Are you using the amsl or nath modules?
-- Giuseppe "Oblomov" Bilotta
_______________________________________________ ntg-context mailing list ntg-context@ntg.nl http://www.ntg.nl/mailman/listinfo/ntg-context
Sunday, October 30, 2005 Alan Bowen wrote:
Giuseppe
I am not using either the amsl or the nath modules. Never had to before. (The file has compiled successfully in its current form, but that was about a week ago.)
If I should be using one of these modules, which do you recommend?
Sorry, I wasn't suggesting you should use these modules :) On the contrary, I just recently found a bug in them that gave an error similar to the one you found, when using point sizes over 12. Since I knew the fix for that I was hoping it was your problem, but sadly it isn't. -- Giuseppe "Oblomov" Bilotta
Giuseppe— I inserted \usemodule[t-amsl] into the preamble and got the same error message: ! Math formula deleted: Insufficient symbol fonts. But, when I inserted \usemodule[t-nath] the error message was !TeX capacity exceeded, sorry [input stack size=5000] which seems much more promising. Assuming that increasing the input stack is possible and desirable, how do I do it? Best, Alan On Oct 30, 2005, at 9:43 AM, Giuseppe Bilotta wrote:
Sunday, October 30, 2005 Alan Bowen wrote:
I am getting some puzzling errors when I try to use the Greek fonts in math formulae (to represent Greek numerals as written in mss.)
In a short file, both \overbar{\grk{kj}} and $\overline{\hbox{\grk{kj}}}$ work as expected, even when they occur in Greek text.
But in a long, complicated file with lots of Greek etc. and the same environment file, I get
! Math formula deleted: Insufficient symbol fonts.
Are you using the amsl or nath modules?
-- Giuseppe "Oblomov" Bilotta
_______________________________________________ ntg-context mailing list ntg-context@ntg.nl http://www.ntg.nl/mailman/listinfo/ntg-context
Sunday, October 30, 2005 Alan Bowen wrote:
Giuseppe
I inserted \usemodule[t-amsl] into the preamble and got the same error message: ! Math formula deleted: Insufficient symbol fonts.
But, when I inserted \usemodule[t-nath] the error message was !TeX capacity exceeded, sorry [input stack size=5000] which seems much more promising.
Assuming that increasing the input stack is possible and desirable, how do I do it?

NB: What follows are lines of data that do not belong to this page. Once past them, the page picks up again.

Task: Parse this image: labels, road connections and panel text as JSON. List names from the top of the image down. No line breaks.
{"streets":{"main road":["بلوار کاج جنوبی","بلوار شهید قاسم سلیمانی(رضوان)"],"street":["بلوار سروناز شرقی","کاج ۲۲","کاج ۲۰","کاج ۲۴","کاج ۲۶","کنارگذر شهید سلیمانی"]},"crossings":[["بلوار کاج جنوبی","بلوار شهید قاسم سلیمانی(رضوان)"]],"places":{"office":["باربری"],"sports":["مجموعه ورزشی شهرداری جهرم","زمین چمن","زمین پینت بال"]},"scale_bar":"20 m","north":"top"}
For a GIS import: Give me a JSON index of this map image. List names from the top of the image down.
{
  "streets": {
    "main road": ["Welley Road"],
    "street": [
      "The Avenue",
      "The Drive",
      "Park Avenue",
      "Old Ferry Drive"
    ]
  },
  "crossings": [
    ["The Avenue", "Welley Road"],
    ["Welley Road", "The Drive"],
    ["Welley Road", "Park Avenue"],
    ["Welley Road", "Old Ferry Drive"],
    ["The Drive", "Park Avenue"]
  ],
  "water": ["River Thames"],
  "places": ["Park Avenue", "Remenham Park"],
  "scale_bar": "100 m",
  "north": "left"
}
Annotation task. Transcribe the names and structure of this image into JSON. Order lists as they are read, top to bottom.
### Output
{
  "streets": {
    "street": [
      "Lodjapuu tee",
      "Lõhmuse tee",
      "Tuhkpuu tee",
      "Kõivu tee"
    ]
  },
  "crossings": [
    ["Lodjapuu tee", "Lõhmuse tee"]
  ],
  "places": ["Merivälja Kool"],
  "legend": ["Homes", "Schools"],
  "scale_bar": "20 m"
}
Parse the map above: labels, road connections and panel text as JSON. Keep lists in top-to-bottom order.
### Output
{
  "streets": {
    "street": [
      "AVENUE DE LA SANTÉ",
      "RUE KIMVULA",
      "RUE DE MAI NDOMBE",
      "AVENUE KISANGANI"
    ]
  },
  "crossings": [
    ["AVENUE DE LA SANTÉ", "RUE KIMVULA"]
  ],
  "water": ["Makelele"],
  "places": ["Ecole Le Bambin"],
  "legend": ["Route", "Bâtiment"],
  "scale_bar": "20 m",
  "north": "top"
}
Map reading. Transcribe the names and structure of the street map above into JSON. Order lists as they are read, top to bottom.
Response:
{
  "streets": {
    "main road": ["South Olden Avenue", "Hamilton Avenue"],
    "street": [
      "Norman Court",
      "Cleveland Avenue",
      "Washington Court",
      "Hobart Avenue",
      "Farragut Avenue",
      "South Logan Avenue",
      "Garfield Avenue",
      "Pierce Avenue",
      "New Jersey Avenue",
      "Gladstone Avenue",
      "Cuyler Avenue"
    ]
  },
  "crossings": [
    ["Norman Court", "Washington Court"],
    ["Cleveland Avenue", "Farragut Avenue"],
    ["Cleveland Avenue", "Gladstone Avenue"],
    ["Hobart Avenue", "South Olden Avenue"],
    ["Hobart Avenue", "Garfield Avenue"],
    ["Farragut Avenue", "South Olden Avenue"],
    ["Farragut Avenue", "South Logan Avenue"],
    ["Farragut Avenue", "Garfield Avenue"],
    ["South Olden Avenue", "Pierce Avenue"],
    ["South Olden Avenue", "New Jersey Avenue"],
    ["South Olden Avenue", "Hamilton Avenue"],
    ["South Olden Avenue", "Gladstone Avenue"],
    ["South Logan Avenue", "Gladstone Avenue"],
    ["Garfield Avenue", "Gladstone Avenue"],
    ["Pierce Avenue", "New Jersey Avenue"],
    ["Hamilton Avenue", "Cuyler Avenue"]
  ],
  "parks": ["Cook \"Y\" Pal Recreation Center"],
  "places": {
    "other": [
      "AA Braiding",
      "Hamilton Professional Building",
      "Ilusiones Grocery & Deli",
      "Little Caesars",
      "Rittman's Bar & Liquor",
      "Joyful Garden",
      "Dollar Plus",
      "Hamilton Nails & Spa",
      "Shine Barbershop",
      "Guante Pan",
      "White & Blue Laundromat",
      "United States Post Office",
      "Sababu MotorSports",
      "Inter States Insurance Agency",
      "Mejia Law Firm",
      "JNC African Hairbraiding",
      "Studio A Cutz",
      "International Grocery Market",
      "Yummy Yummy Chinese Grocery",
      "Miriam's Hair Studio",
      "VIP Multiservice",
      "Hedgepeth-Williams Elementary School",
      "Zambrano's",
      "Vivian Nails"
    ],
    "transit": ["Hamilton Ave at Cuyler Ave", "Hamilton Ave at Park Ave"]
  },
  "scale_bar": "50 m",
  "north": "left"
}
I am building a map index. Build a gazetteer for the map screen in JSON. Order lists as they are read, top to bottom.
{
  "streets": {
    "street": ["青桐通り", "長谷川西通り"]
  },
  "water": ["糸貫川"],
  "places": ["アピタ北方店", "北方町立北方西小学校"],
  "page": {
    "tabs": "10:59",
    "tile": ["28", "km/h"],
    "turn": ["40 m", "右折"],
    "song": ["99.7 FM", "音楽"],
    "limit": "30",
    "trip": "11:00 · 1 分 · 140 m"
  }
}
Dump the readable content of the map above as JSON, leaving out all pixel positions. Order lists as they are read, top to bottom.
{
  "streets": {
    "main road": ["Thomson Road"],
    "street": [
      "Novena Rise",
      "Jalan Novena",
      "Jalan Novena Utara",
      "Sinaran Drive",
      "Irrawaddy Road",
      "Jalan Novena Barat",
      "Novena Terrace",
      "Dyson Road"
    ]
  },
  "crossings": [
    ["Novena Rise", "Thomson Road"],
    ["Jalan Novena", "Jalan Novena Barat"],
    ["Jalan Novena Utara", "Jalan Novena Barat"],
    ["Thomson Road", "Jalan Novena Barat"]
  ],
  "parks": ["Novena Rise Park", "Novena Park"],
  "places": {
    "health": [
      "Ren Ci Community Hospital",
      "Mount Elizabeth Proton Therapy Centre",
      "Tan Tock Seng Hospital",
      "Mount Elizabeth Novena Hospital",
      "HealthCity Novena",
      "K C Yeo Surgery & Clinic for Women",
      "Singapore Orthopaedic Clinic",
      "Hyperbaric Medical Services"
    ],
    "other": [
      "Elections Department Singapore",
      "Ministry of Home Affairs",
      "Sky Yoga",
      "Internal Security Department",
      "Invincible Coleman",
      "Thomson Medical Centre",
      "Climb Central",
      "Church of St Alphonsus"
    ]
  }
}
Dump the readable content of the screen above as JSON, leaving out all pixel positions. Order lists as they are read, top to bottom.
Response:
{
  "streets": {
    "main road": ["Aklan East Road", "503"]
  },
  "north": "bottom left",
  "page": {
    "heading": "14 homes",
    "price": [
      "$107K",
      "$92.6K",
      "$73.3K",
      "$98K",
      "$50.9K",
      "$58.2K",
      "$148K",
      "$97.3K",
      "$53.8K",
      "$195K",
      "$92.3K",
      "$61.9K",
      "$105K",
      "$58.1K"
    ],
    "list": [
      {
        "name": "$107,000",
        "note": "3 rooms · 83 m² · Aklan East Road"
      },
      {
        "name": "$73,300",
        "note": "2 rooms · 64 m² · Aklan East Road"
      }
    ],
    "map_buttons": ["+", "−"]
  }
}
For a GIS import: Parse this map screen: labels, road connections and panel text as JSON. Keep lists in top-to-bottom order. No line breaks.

Please disregardi this, and remove the two modules. Since it seems the 'Missing symbol fonts' problem only happens with a big document, try the usual 'divide and conquer method': terminate your document right after the formula that gives the error, and progressively comment out halves of the preceding text until you manage to isolate the chunk of text preceding the formula that generates the error. Example: say that that from \starttext to \stoptext there are 300 lines, and that the formula is at the last line. Then you comment the first 150 lines and see if the error occurs. If it doesn't happen, you uncomment the first 150 and comment the subsequent 150 (Except for the formula, of course). This way you can tell which half causes the error. In the uncommented half that causes the error you repeat the process (75 lines at a time), then again and again until you manage to focus around the shortest document that causes the error. -- Giuseppe "Oblomov" Bilotta
Giuseppe— Actually, it can happen with a very short document too: \starttext \grk{\overbar{\grk{kj}} Kull'hnhc d$^{\hbox{\tfx\grk{ou}}}$ med'eonta ka`i >Arkad'ihc polum'hlou} \stoptext will produce the ! Math formula deleted: Insufficient symbol fonts error. To generalize: all my attempts to enter mathmode when the bodyfont is Greek (using one of the fonts in Thomas Schmitz’ Greek module) fail because of insufficient symbol fonts. I wonder if this bears of the fact that in this module the fonts have to be defined at every size used in the document. The relevant line in type-tasgreek is \definebodyfont [30pt,25pt,20pt,18pt,17.3pt,14.4pt,14pt,12pt,11pt,10.5pt,10.1pt,10pt, 9pt,8pt,7pt,6pt,5pt,4pt] [rm] My environment file sets the body font size to 10.1 pt. Alan On Oct 30, 2005, at 10:26 AM, Giuseppe Bilotta wrote:
Sunday, October 30, 2005 Alan Bowen wrote:
Giuseppe—
I inserted \usemodule[t-amsl] into the preamble and got the same error message: ! Math formula deleted: Insufficient symbol fonts.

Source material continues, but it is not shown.